I might already have a blog titled this, or something like it... not surprising. Life is filled with somber moments like these!
I'm sitting here tonight reflecting on my children's lives... there's a tug at my heart as my woman hormones zero in on the fact that it's the LAST night that I will ever have a 5 yr old that has never been to kindergarten.... it's the LAST night that I will ever have a 13 yr old who has yet to experience high school... because in just a few short hours, we will wake to alarm clocks and the rising sun, and I will kiss my freshman as she heads out the door to catch her bus... and I will walk my kindergartner and my 3rd grader down the street and hand them off to their teachers for another year of school.

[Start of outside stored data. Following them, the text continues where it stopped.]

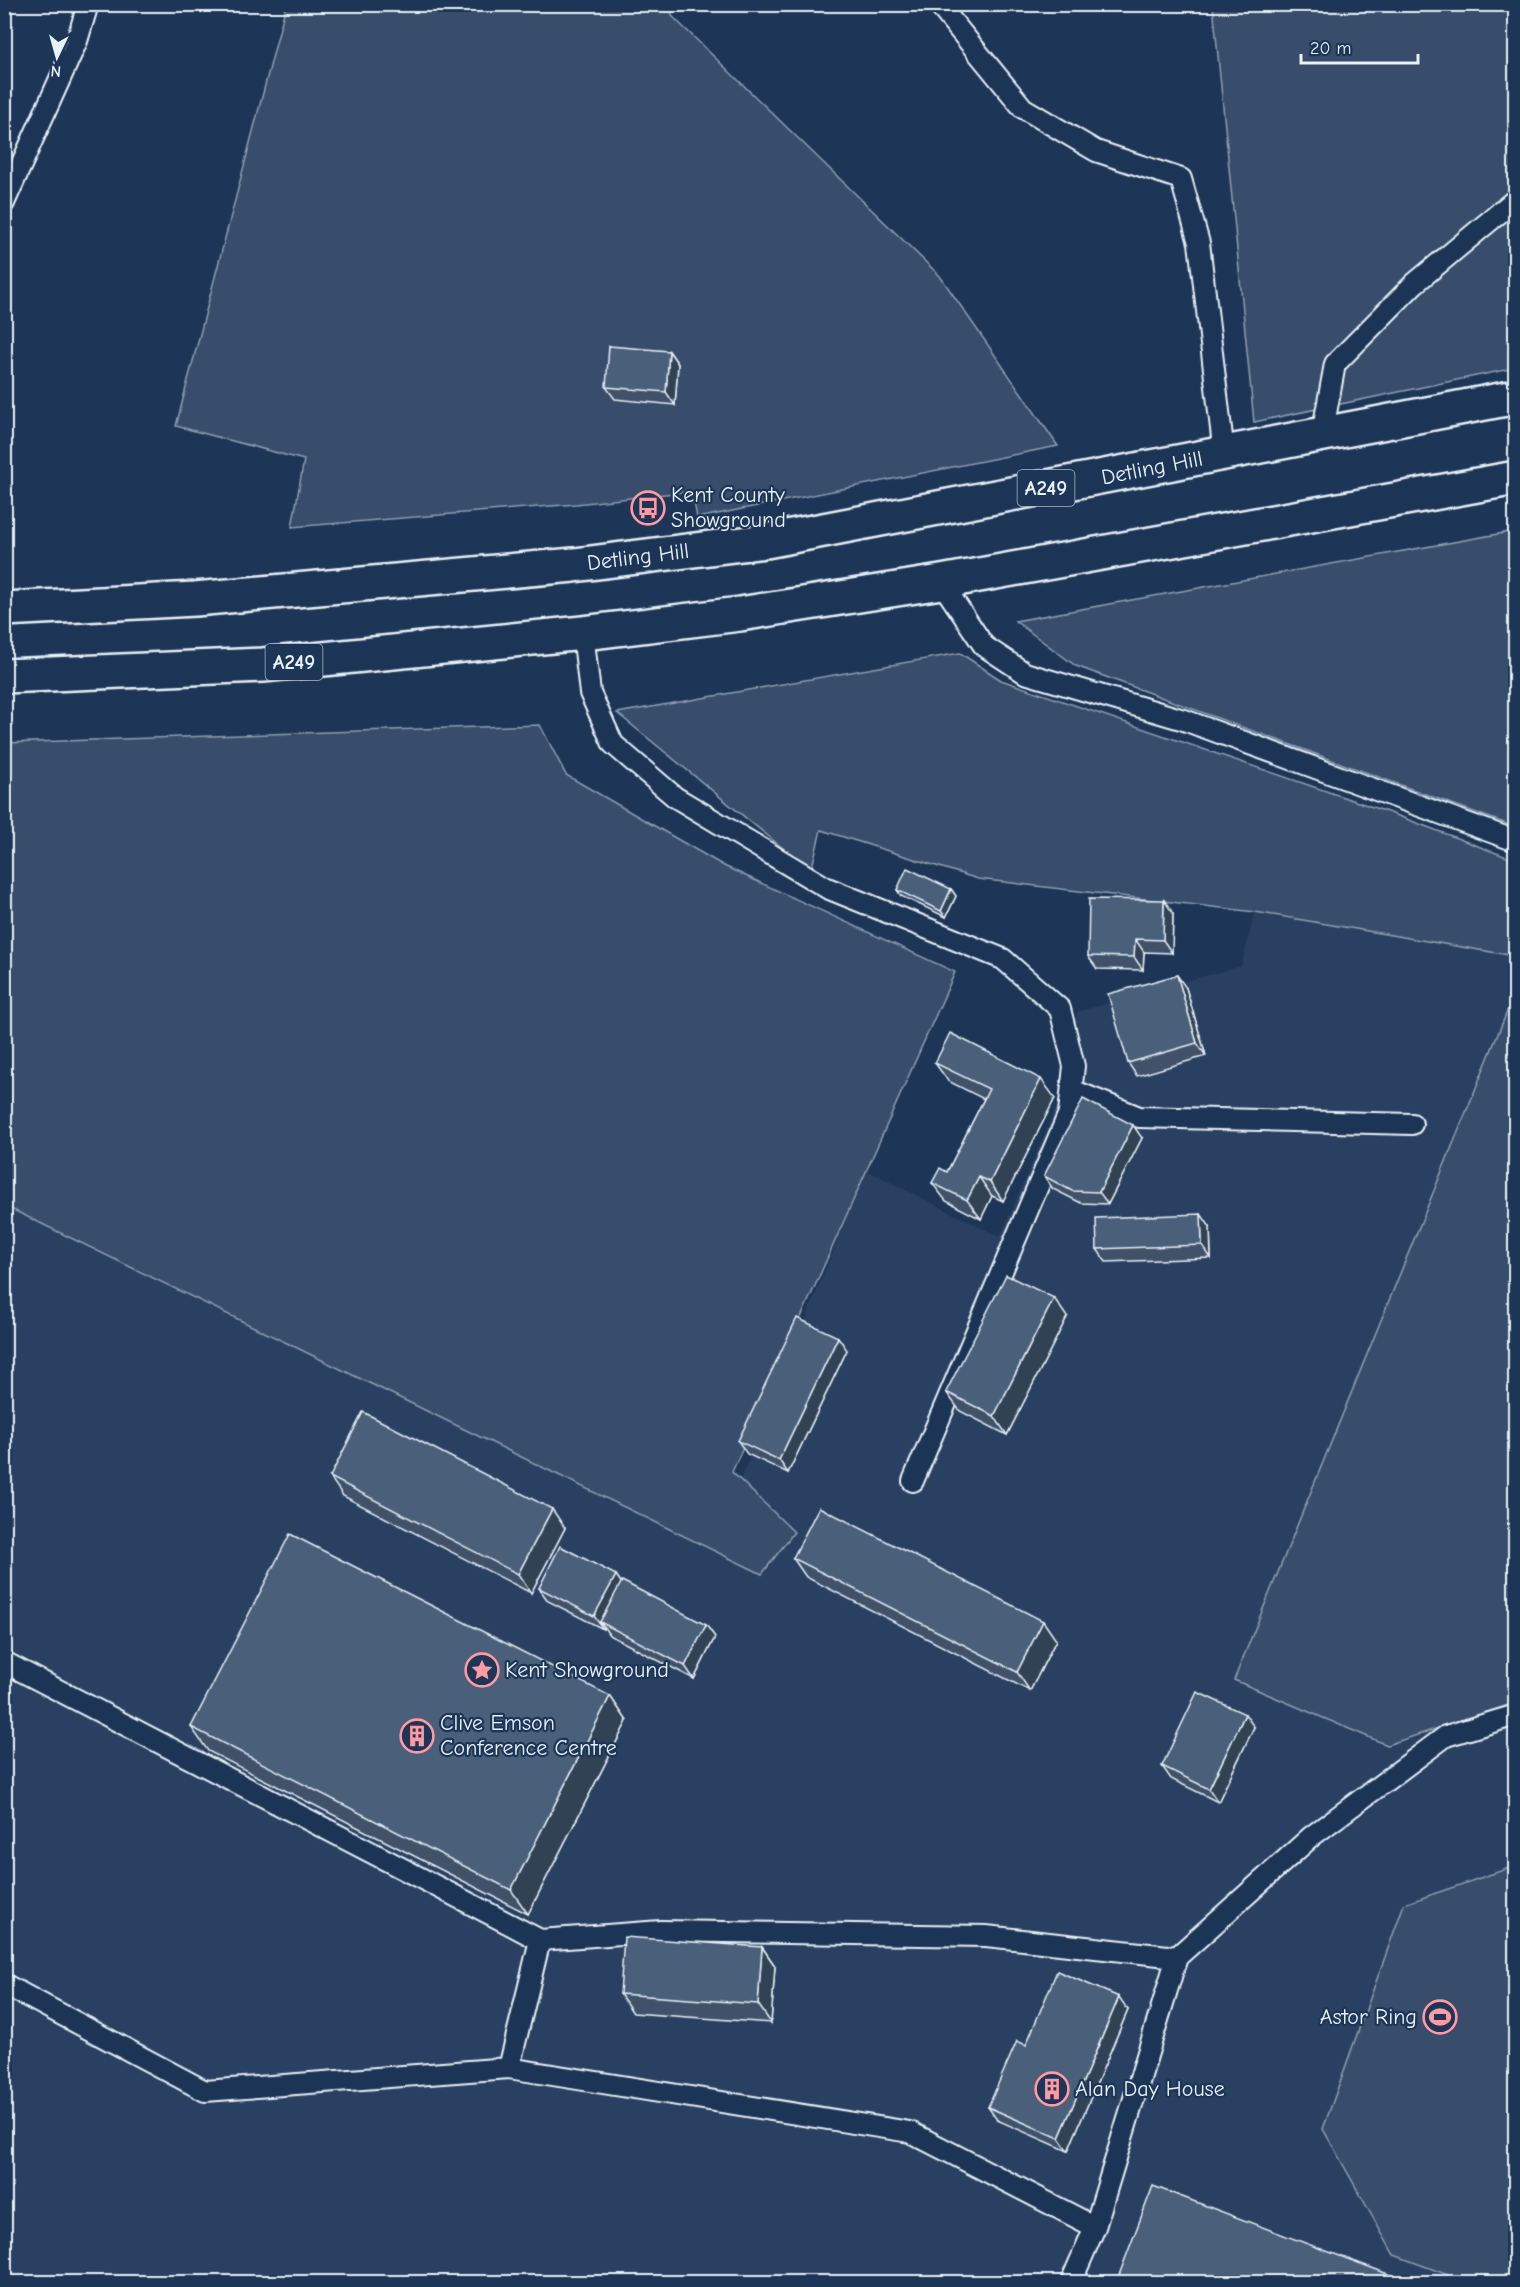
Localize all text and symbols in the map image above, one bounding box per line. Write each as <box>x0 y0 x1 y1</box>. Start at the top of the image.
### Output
north arrow <box>27 27 87 87</box>
scale bar <box>1301 27 1418 65</box>
text: 20 m <box>1310 38 1351 59</box>
text: N <box>50 62 62 80</box>
street label: Detling Hill <box>1099 445 1205 491</box>
road number: A249 <box>1018 470 1074 506</box>
place label: Kent County Showground <box>671 482 786 533</box>
bus stop icon: Kent County Showground <box>630 490 666 526</box>
street label: Detling Hill <box>585 538 691 576</box>
road number: A249 <box>266 644 322 680</box>
place icon: Kent Showground <box>464 1652 500 1688</box>
place label: Kent Showground <box>505 1657 669 1683</box>
place label: Clive Emson Conference Centre <box>440 1710 617 1761</box>
building icon: Clive Emson Conference Centre <box>399 1718 435 1754</box>
sports icon: Astor Ring <box>1422 1999 1458 2035</box>
place label: Astor Ring <box>1320 2004 1417 2030</box>
building icon: Alan Day House <box>1034 2071 1070 2107</box>
place label: Alan Day House <box>1075 2076 1225 2102</box>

I don't have baby fever. I really don't. But I do miss the days of footie pajamas and sippy cups, and the pat of a diapered butt in the middle of the night. I miss sticky cheerio fingers and ketchupped hair and the lyrics to Little Einsteins and The Wiggles are slowly being replaced with more modern ones like Roar, and Fight Song. Makeup and nail polish have replaced hairbows and bathtub crayons.
My eyes will linger a little longer on the refrigerator art... the squiggled stick figures and the handprint art that came from daycare last year... I'll smile each time I pass the preschool graduation pictures on the bookshelf... and I will still come home from work late at night and turn on the hall light and kiss each of them and smell their skin, and pet their sweet heads and whisper how much I love them into their sleeping ears, hoping they will hear me in their dreams.
Here's to a new year... new firsts, first lasts, last firsts... excitement and heartbreak... My heart goes out to the mommas out there! This is just one of the rough ones for me! (3 more to go until I'm crying about college tuition.) haha!